My mother always showed me the newspaper clipping of Joel Abong whenever i threw tantrums and didn’t want to eat. I was really a picky eater then. She often reminded me that I was fortunate that I had something to fill me up whereas this child did not. (Don’t get me started–my parents didn’t care about the psychological repercussions of my harsh education as long as I grew up to be a compassionate and mulat na Filipino).

Because of that, I could not forget that image and his name.

His memory was again resurrected in my head when I watched Maalaala Mo Kaya four years ago featuring a sakada family. Two of the letter sender’s siblings died of hunger and neglect, because of their parents’ ignorance and because their situation was further aggravated by their father’s abusive nature and irresponsibility. I cried towards the end of the episode and I couldn’t pinpoint the exact reason why… Maybe because the drunkard, abusive father asked for forgiveness from his son whom he banished more than 15 years ago or because of the plight of the letter sender’s family.

When MKK showed the ashen corpse of the letter sender’s youngest sibling, the image of Joel Abong suddenly flashed through my mind. No, they didn’t look alike but their lasting impression on me was the same: it was that of horror.

At the back of my mind I know people like them die everyday and stark realities like these every now and then get shown on TV. I’m angry that a child could die like. What makes me more frustrated was that I don’t know if my being a journalist is making any dent to their situation. I don’t know if I am making a difference. Our housekeeper that time asked me (she was watching MKK with me that time when we were having dinner) if it’s true that such things happen. Yes, I replied. It happens everyday. And I don’t know if I am doing anything about it.

We, the burgis crowd, are lucky we don’t know the realities of what this woman lives with everyday. We only get to do stories about them. We only get to read them. Like poverty pornography in print.

I remember my friend of so many years became so disillusioned with multilateral/bilateral projects/grants/loans after being part of one of those “aid” projects in the country. Part of her job was going around the country, to the most depressed places you could think of, and see the areas that needed “development”, to put it simply.

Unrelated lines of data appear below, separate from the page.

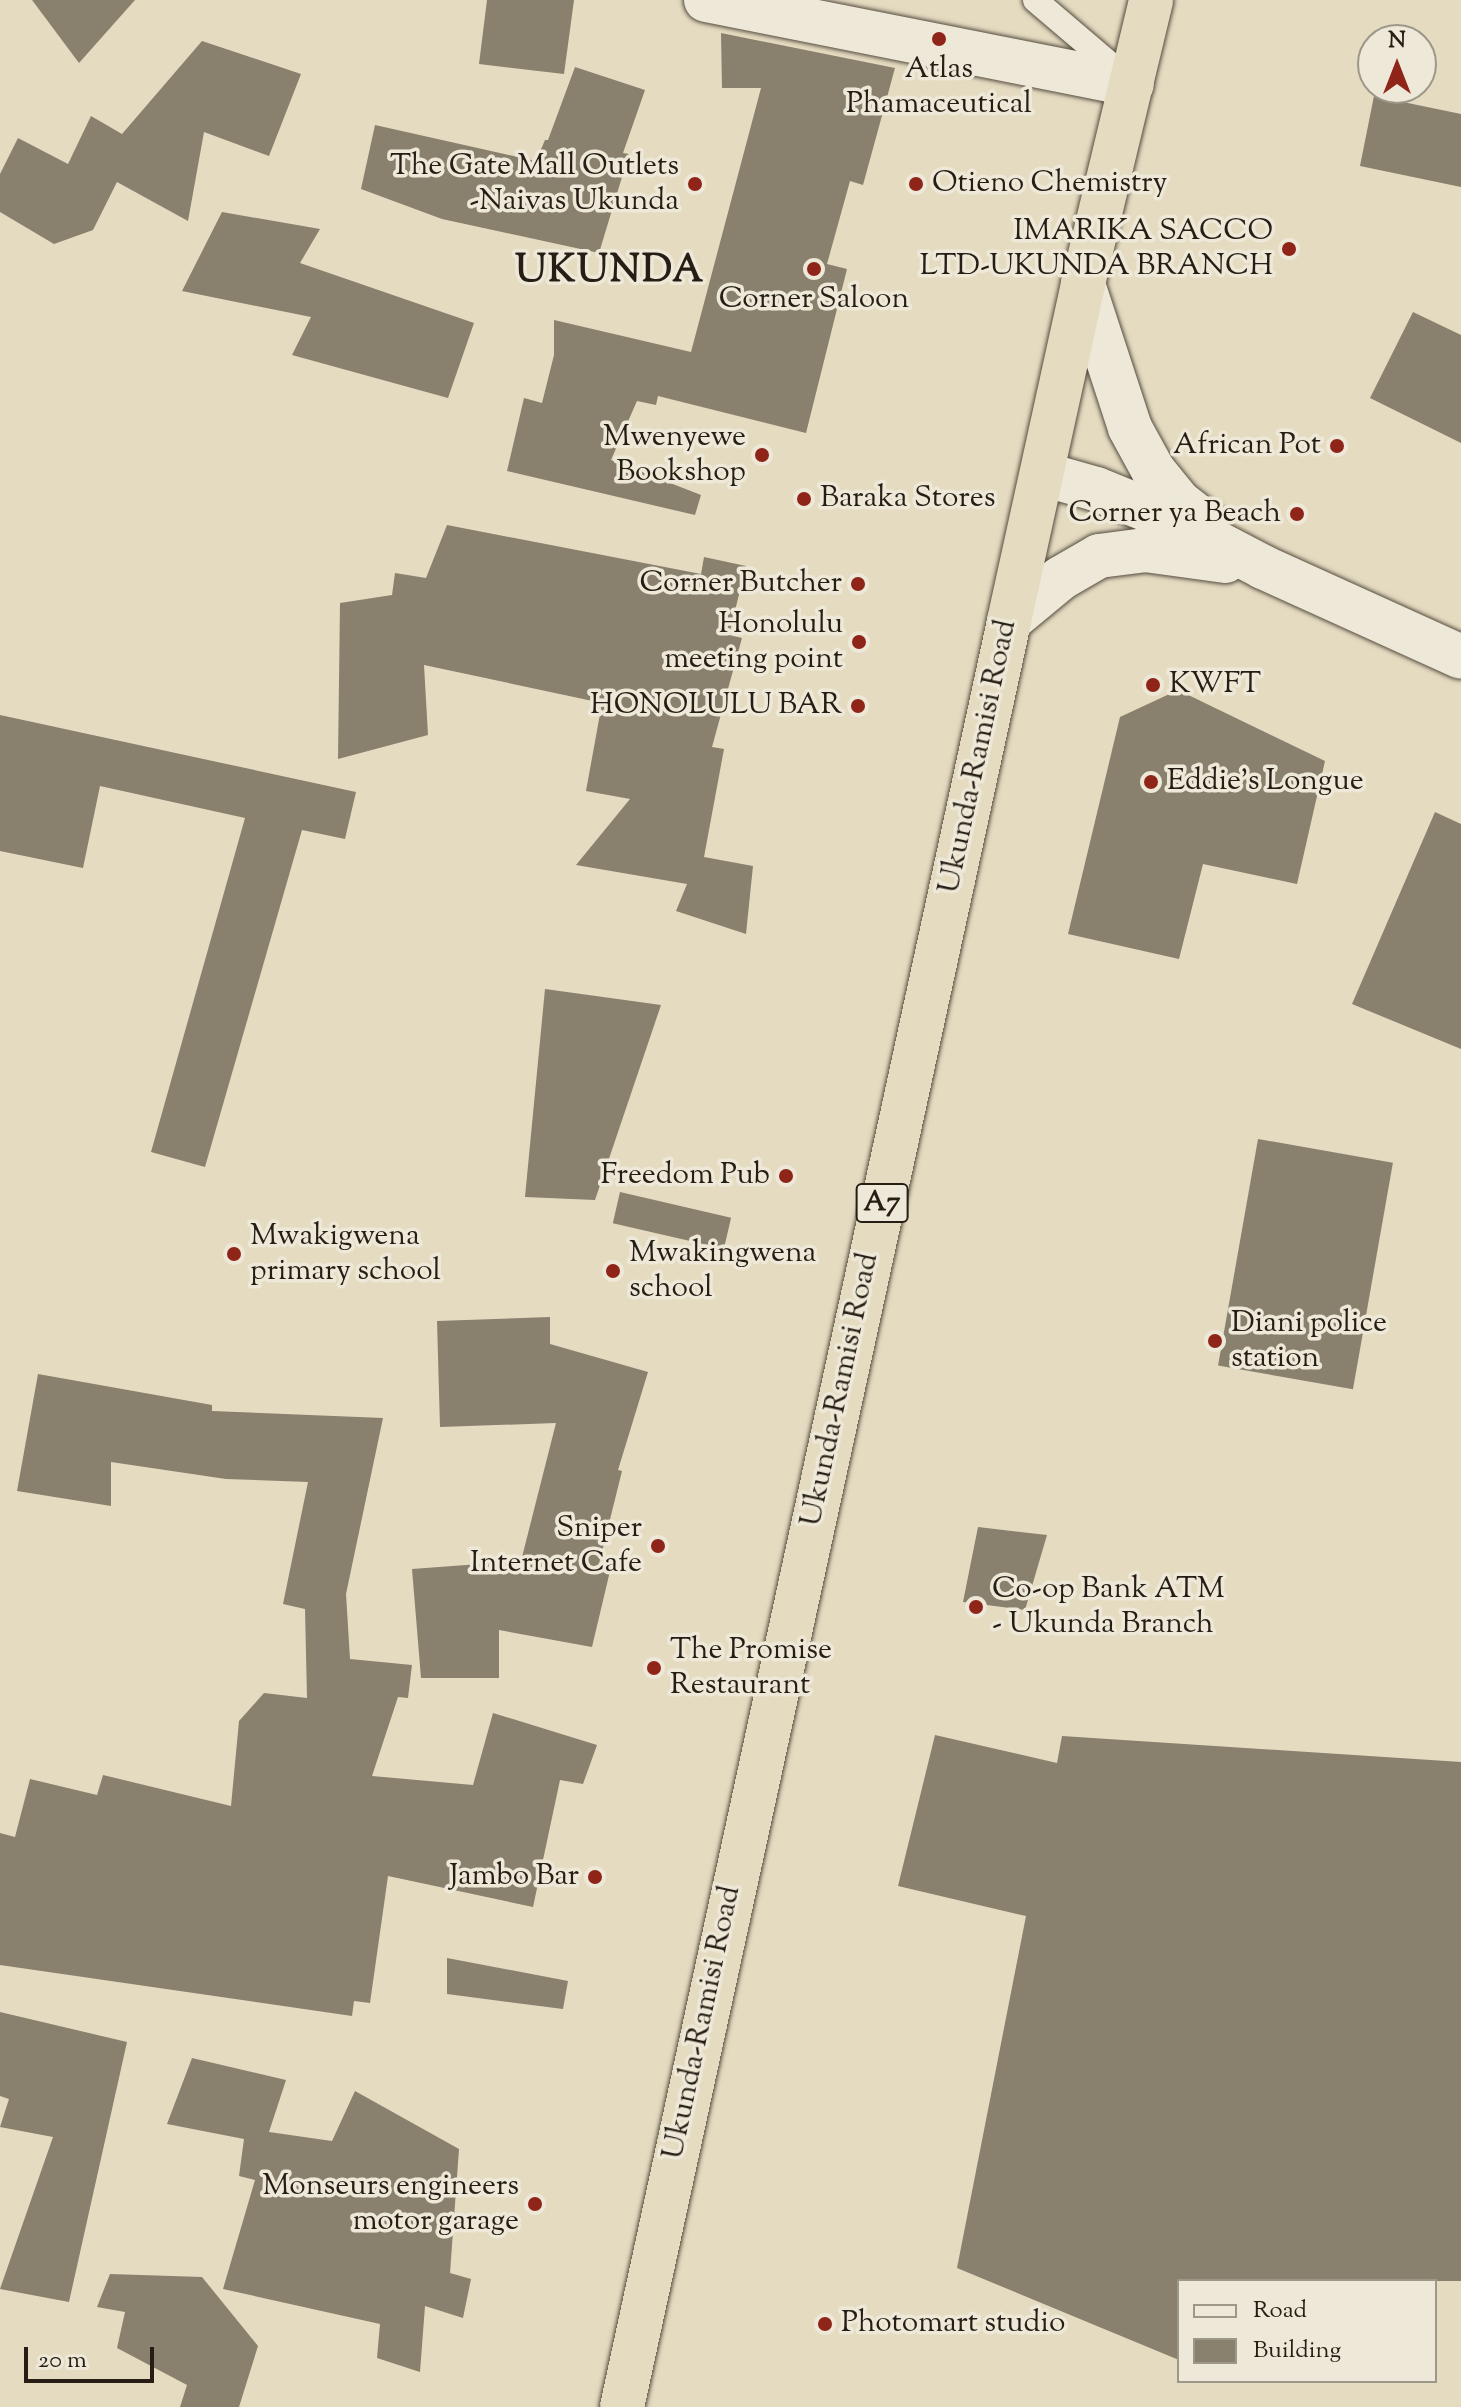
<!DOCTYPE html>
<html>
<head>
<meta charset="utf-8">
<style>
	body { margin:0 }
	#map { position:relative; width:1461px; height:2407px; overflow:hidden; background:#e4dbc1; font-family:"Sorts Mill Goudy",serif }
	div>[style] { position:absolute }
	.building>* { inset:0; background:#89806e; transform-origin:0 0 }
	.roads { filter:drop-shadow(0 0 2px #564c3f) drop-shadow(0 0 2px #564c3f) }
	.lane>* { height:24px; margin:-12px; padding:0 12px; transform-origin:12px; border-radius:12px; background:#ede8d7 }
	.street>* { height:44px; margin:-22px; padding:0 22px; transform-origin:22px; border-radius:22px; background:#ede8d7 }
	.secondary>* { height:44px; margin:-22px; padding:0 22px; transform-origin:22px; border-radius:22px; background:#ede8d7 }
	.highway>* { height:44px; margin:-22px; padding:0 22px; transform-origin:22px; border-radius:22px; background:#e4dbc1 }
	.dots>* { width:22px; height:22px; translate:-50% -50%; box-sizing:border-box; border:4px solid #ede8d7; border-radius:50% }
	span { translate:-50% -50%; white-space:nowrap; text-align:center; line-height:1.15; -webkit-text-stroke:7px #ede8d7; paint-order:stroke }
	.shield-label span { padding:2px 6px; background:#ede8d7; border:2px solid; border-radius:6px; -webkit-text-stroke-width:0 }
	.shield-label { font-size:28px; color:#261d14; font-weight:700 }
	.poi-label { font-size:30px; color:#261d14 }
	.right { translate:-100% -50%; text-align:right }
	.left { translate:0 -50%; text-align:left }
	.street-label { font-size:30px; color:#261d14 }
	.district-label { font-size:38px; color:#261d14; font-weight:700; letter-spacing:2px }
	.legend { position:absolute; left:1177px; top:2279px; width:260px; height:104px; box-sizing:border-box; background:#ede8d7; border:2px solid #9d9789; margin:0; padding:10px 14px; list-style:none; font-size:24px; color:#261d14 }
	.legend li { display:flex; align-items:center; gap:16px; height:40px }
	.legend b { width:40px; border:2px solid #9d9789 }
	.north { position:absolute; left:1357px; top:24px; width:80px; height:80px; box-sizing:border-box; background:#ede8d7; border:2px solid #9d9789; border-radius:50%; rotate:0deg; font-size:22px; font-weight:700; line-height:32px; text-align:center; color:#261d14 }
	.north::after { content:''; display:block; margin:auto; width:28px; height:36px; background:#8f2418; clip-path:polygon(50% 0,100% 100%,50% 72%,0 100%) }
	.scale { position:absolute; left:24px; top:2347px; width:130px; height:36px; box-sizing:border-box; border:4px solid #261d14; border-top:0; padding-left:10px; font-size:24px; line-height:28px; white-space:nowrap; color:#261d14; -webkit-text-stroke:6px #ede8d7; paint-order:stroke }
</style>
</head>
<body>
<div id="map">
	<div class="building">
		<div style="clip-path:polygon(32px 0,135px 0,79px 63px)"></div>
		<div style="clip-path:polygon(487px 0,574px 0,564px 74px,479px 64px)"></div>
		<div style="clip-path:polygon(721px 33px,895px 68px,863px 185px,850px 181px,827px 264px,847px 269px,806px 433px,658px 396px,656px 405px,637px 401px,611px 460px,701px 495px,695px 515px,507px 471px,524px 398px,542px 403px,554px 355px,554px 320px,691px 352px,761px 88px,722px 88px)"></div>
		<div style="clip-path:polygon(202px 41px,301px 74px,269px 156px,204px 132px,188px 221px,117px 182px,93px 230px,54px 244px,0 212px,0 174px,18px 138px,68px 164px,91px 116px,122px 134px)"></div>
		<div style="clip-path:polygon(575px 67px,645px 90px,623px 153px,629px 154px,599px 253px,442px 219px,361px 189px,375px 125px,536px 161px,545px 140px,548px 140px)"></div>
		<div style="clip-path:polygon(1374px 96px,1461px 114px,1461px 187px,1360px 166px)"></div>
		<div style="clip-path:polygon(222px 212px,320px 229px,300px 263px,474px 323px,448px 398px,292px 355px,311px 317px,182px 291px)"></div>
		<div style="clip-path:polygon(1413px 312px,1461px 335px,1461px 443px,1370px 398px)"></div>
		<div style="clip-path:polygon(447px 525px,701px 574px,704px 557px,746px 566px,729px 635px,742px 638px,712px 747px,724px 749px,704px 857px,753px 866px,746px 934px,676px 911px,687px 884px,576px 865px,630px 799px,586px 791px,602px 703px,424px 665px,428px 735px,338px 759px,340px 603px,392px 595px,395px 573px,426px 578px)"></div>
		<div style="clip-path:polygon(1178px 690px,1325px 761px,1297px 884px,1203px 864px,1179px 959px,1068px 934px,1120px 717px)"></div>
		<div style="clip-path:polygon(0 715px,356px 792px,345px 839px,302px 830px,205px 1167px,151px 1152px,245px 818px,100px 786px,83px 868px,0 851px)"></div>
		<div style="clip-path:polygon(1435px 812px,1461px 824px,1461px 1049px,1352px 1004px)"></div>
		<div style="clip-path:polygon(545px 989px,661px 1005px,595px 1200px,525px 1197px)"></div>
		<div style="left:1258px;top:1139px;width:137px;height:230px;rotate:10deg"></div>
		<div style="left:620px;top:1192px;width:114px;height:32px;rotate:13deg"></div>
		<div style="clip-path:polygon(550px 1317px,550px 1344px,648px 1372px,618px 1470px,622px 1471px,598px 1568px,610px 1571px,592px 1647px,499px 1630px,499px 1678px,421px 1678px,412px 1569px,521px 1561px,556px 1423px,440px 1427px,437px 1321px)"></div>
		<div style="clip-path:polygon(38px 1374px,212px 1405px,212px 1411px,383px 1418px,346px 1594px,350px 1659px,412px 1665px,408px 1698px,398px 1697px,372px 1776px,473px 1785px,493px 1713px,597px 1745px,583px 1784px,560px 1780px,533px 1907px,388px 1876px,370px 2003px,354px 2001px,352px 2016px,0 1965px,0 1833px,15px 1837px,30px 1779px,97px 1795px,103px 1775px,231px 1806px,239px 1721px,264px 1693px,307px 1698px,305px 1609px,283px 1604px,308px 1482px,226px 1479px,111px 1462px,111px 1506px,17px 1491px)"></div>
		<div style="clip-path:polygon(978px 1527px,1047px 1535px,1025px 1610px,963px 1602px)"></div>
		<div style="clip-path:polygon(935px 1735px,1057px 1763px,1062px 1736px,1461px 1762px,1461px 2281px,1179px 2281px,1179px 2360px,957px 2268px,1026px 1916px,898px 1886px)"></div>
		<div style="clip-path:polygon(447px 1958px,568px 1981px,563px 2009px,447px 1994px)"></div>
		<div style="clip-path:polygon(0 2012px,127px 2042px,69px 2302px,0 2289px,53px 2137px,0 2127px,9px 2099px,0 2096px)"></div>
		<div style="clip-path:polygon(192px 2058px,286px 2080px,269px 2132px,332px 2141px,355px 2091px,459px 2149px,450px 2273px,471px 2279px,463px 2318px,425px 2306px,420px 2372px,377px 2358px,380px 2324px,223px 2289px,255px 2180px,239px 2176px,244px 2139px,167px 2124px)"></div>
		<div style="clip-path:polygon(110px 2274px,202px 2277px,258px 2346px,239px 2407px,180px 2407px,187px 2385px,117px 2348px,125px 2312px,97px 2307px)"></div>
	</div>
	<div class="roads">
		<div class="lane">
			<div style="left:1035px;top:0;width:114px;rotate:40.4deg"></div>
		</div>
		<div class="street">
			<div style="left:706px;top:0;width:434px;rotate:11.2deg"></div>
		</div>
		<div class="secondary">
			<div style="left:1083px;top:284px;width:151px;rotate:71.9deg"></div>
			<div style="left:1130px;top:428px;width:48px;rotate:61.3deg"></div>
			<div style="left:1153px;top:470px;width:41px;rotate:50.9deg"></div>
			<div style="left:1179px;top:502px;width:36px;rotate:38deg"></div>
			<div style="left:1043px;top:474px;width:55px;rotate:15.8deg"></div>
			<div style="left:1096px;top:489px;width:85px;rotate:22.1deg"></div>
			<div style="left:1175px;top:521px;width:99px;rotate:27.6deg"></div>
			<div style="left:1263px;top:567px;width:217px;rotate:24.4deg"></div>
			<div style="left:1009px;top:621px;width:67px;rotate:-39.6deg"></div>
			<div style="left:1061px;top:578px;width:44px;rotate:-30.1deg"></div>
			<div style="left:1099px;top:556px;width:46px;rotate:-7.4deg"></div>
			<div style="left:1145px;top:550px;width:81px;rotate:7.8deg"></div>
		</div>
		<div class="highway">
			<div style="left:622px;top:2407px;width:1827px;rotate:-77.77deg"></div>
			<div style="left:1009px;top:621px;width:345px;rotate:-77.6deg"></div>
			<div style="left:1083px;top:284px;width:292px;rotate:-76.5deg"></div>
		</div>
	</div>
	<div class="dots">
		<div style="left:939px;top:39px;background:#8f2418"></div>
		<div style="left:695px;top:184px;background:#8f2418"></div>
		<div style="left:916px;top:184px;background:#8f2418"></div>
		<div style="left:1289px;top:249px;background:#8f2418"></div>
		<div style="left:814px;top:269px;background:#8f2418"></div>
		<div style="left:1337px;top:446px;background:#8f2418"></div>
		<div style="left:762px;top:455px;background:#8f2418"></div>
		<div style="left:804px;top:499px;background:#8f2418"></div>
		<div style="left:1297px;top:514px;background:#8f2418"></div>
		<div style="left:858px;top:584px;background:#8f2418"></div>
		<div style="left:859px;top:642px;background:#8f2418"></div>
		<div style="left:1153px;top:685px;background:#8f2418"></div>
		<div style="left:858px;top:706px;background:#8f2418"></div>
		<div style="left:1151px;top:782px;background:#8f2418"></div>
		<div style="left:786px;top:1176px;background:#8f2418"></div>
		<div style="left:234px;top:1254px;background:#8f2418"></div>
		<div style="left:613px;top:1271px;background:#8f2418"></div>
		<div style="left:1215px;top:1341px;background:#8f2418"></div>
		<div style="left:658px;top:1546px;background:#8f2418"></div>
		<div style="left:976px;top:1607px;background:#8f2418"></div>
		<div style="left:654px;top:1668px;background:#8f2418"></div>
		<div style="left:595px;top:1877px;background:#8f2418"></div>
		<div style="left:535px;top:2204px;background:#8f2418"></div>
		<div style="left:825px;top:2324px;background:#8f2418"></div>
	</div>
	<div class="shield-label">
		<span style="left:882px;top:1203px">A7</span>
	</div>
	<div class="poi-label">
		<span style="left:939px;top:87px">Atlas<br>Phamaceutical</span>
		<span class="right" style="left:679px;top:184px">The Gate Mall Outlets<br>-Naivas Ukunda</span>
		<span class="left" style="left:932px;top:184px">Otieno Chemistry</span>
		<span class="right" style="left:1273px;top:249px">IMARIKA SACCO<br>LTD-UKUNDA BRANCH</span>
		<span style="left:814px;top:300px">Corner Saloon</span>
		<span class="right" style="left:746px;top:455px">Mwenyewe<br>Bookshop</span>
		<span class="right" style="left:1321px;top:446px">African Pot</span>
		<span class="left" style="left:820px;top:499px">Baraka Stores</span>
		<span class="right" style="left:1281px;top:514px">Corner ya Beach</span>
		<span class="right" style="left:842px;top:584px">Corner Butcher</span>
		<span class="right" style="left:843px;top:642px">Honolulu<br>meeting point</span>
		<span class="left" style="left:1169px;top:685px">KWFT</span>
		<span class="right" style="left:842px;top:706px">HONOLULU BAR</span>
		<span class="left" style="left:1167px;top:782px">Eddie's Longue</span>
		<span class="right" style="left:770px;top:1176px">Freedom Pub</span>
		<span class="left" style="left:250px;top:1254px">Mwakigwena<br>primary school</span>
		<span class="left" style="left:629px;top:1271px">Mwakingwena<br>school</span>
		<span class="left" style="left:1231px;top:1341px">Diani police<br>station</span>
		<span class="right" style="left:642px;top:1546px">Sniper<br>Internet Cafe</span>
		<span class="left" style="left:992px;top:1607px">Co-op Bank ATM<br>- Ukunda Branch</span>
		<span class="left" style="left:670px;top:1668px">The Promise<br>Restaurant</span>
		<span class="right" style="left:579px;top:1877px">Jambo Bar</span>
		<span class="right" style="left:519px;top:2204px">Monseurs engineers<br>motor garage</span>
		<span class="left" style="left:841px;top:2324px">Photomart studio</span>
	</div>
	<div class="street-label">
		<span style="left:979px;top:757px;rotate:-78deg">Ukunda-Ramisi Road</span>
		<span style="left:841px;top:1390px;rotate:-78deg">Ukunda-Ramisi Road</span>
		<span style="left:703px;top:2023px;rotate:-78deg">Ukunda-Ramisi Road</span>
	</div>
	<div class="district-label">
		<span style="left:610px;top:273px">UKUNDA</span>
	</div>
	<ul class="legend">
	<li><b style="height:10px;background:#ede8d7"></b>Road</li>
	<li><b style="height:22px;background:#89806e"></b>Building</li>
	</ul>
	<div class="north">N</div>
	<div class="scale">20 m</div>
</div>
</body>
</html>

She met a family from a province down south who cut and gathered firewood for a living. All of the children had to work alongside their parents day in and day out so that they could earn a maximum of P250 a day. Collectively. for a day’s work each of them only earned P50.

In contrast, her bosses — the project consultants — were earning at least P350,000 a month. She complained that some of them weren’t even reporting to the office and weren’t doing any work at all since most of the “work” just piled up on other people. As if these consultants were just milking the project of those much-needed dollars that should be going to these impoverished families. She knew they weren’t doing anything much to help solve the poverty problem and all of what they were producing were papers, recommendations — those sort of stuff that wouldn’t really put food in those wood gatherer’s stomachs.

She asked whether there were any sense at all in these projects. She asked me, why can’t these multilateral or bilateral agencies just use the P350,000 paid to each of those “consultants” to help the wood gatherers and their kind instead?

She was so distraught and disillusioned. She resigned from her high-paying job (at that time) and wandered around for a while until she found herself again.

I couldn’t blame her. I would be questioning my raison d’ etre if I were put in her shoes.

Was my father right all along? The debate still continues if these loans do really help the poor.

And now back to the sakadas, I wonder about the sugar workers of the azucareras in the south. I wonder what happened to Joel Abong, his family. I wonder about the farmers who continue to suffer, with climate change, with the failure of WTO agreements and the so-called safety nets that economists promised two decades ago.

I wonder about where I will be going.